Stored data entries
Content starts

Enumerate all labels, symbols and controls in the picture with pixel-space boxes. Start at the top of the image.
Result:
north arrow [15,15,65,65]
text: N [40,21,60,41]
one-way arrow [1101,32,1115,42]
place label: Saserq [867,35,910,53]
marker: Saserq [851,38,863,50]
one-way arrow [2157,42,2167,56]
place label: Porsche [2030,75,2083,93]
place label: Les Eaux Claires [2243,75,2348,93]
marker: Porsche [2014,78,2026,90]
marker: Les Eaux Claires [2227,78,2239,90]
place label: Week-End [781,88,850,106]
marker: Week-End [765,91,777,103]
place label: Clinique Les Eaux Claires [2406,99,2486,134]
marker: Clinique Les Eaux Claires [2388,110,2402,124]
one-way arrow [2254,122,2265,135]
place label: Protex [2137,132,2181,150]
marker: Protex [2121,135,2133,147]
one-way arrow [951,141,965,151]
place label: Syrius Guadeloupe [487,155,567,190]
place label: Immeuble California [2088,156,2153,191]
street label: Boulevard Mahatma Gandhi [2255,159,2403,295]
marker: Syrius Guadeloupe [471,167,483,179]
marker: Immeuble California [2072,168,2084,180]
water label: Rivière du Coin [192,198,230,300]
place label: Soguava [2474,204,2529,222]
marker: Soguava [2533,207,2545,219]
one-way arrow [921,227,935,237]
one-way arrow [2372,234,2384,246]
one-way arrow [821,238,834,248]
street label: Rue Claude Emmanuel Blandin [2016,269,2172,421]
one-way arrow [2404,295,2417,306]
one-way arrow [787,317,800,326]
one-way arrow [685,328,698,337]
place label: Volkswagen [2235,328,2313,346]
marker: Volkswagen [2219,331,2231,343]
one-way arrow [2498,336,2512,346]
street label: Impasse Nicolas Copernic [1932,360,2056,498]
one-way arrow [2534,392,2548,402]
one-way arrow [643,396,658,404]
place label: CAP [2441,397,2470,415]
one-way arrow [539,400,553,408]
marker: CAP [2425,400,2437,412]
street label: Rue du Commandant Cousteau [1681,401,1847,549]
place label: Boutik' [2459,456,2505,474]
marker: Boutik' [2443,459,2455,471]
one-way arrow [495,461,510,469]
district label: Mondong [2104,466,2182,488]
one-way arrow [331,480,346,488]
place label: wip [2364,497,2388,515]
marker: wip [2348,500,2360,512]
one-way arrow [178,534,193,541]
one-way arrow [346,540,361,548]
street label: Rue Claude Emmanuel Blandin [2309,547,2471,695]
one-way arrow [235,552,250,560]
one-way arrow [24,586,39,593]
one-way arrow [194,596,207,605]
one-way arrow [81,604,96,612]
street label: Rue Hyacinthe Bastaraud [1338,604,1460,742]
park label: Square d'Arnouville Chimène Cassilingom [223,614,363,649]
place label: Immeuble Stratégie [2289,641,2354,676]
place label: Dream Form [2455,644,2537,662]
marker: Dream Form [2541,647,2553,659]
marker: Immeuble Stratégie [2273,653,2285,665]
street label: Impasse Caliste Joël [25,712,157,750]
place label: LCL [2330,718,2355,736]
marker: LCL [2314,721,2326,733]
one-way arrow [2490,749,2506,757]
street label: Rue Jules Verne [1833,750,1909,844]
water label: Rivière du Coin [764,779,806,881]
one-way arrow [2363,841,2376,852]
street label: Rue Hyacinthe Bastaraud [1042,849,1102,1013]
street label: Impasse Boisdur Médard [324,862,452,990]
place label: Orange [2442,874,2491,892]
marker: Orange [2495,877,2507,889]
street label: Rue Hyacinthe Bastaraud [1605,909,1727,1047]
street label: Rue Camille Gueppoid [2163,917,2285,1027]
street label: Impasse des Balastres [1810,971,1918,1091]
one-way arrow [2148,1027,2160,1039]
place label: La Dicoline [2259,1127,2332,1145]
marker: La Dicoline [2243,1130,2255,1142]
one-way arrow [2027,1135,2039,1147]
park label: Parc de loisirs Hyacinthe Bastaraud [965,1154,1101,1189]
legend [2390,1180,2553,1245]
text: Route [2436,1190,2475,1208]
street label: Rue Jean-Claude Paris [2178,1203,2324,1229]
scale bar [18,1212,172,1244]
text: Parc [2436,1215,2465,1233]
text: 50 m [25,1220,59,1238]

Content ends

### BRIEF:
Looking at the records above, please work out how many lines contain "Bastaraud" and state only that number.

### PROBLEM SOLUTION:
4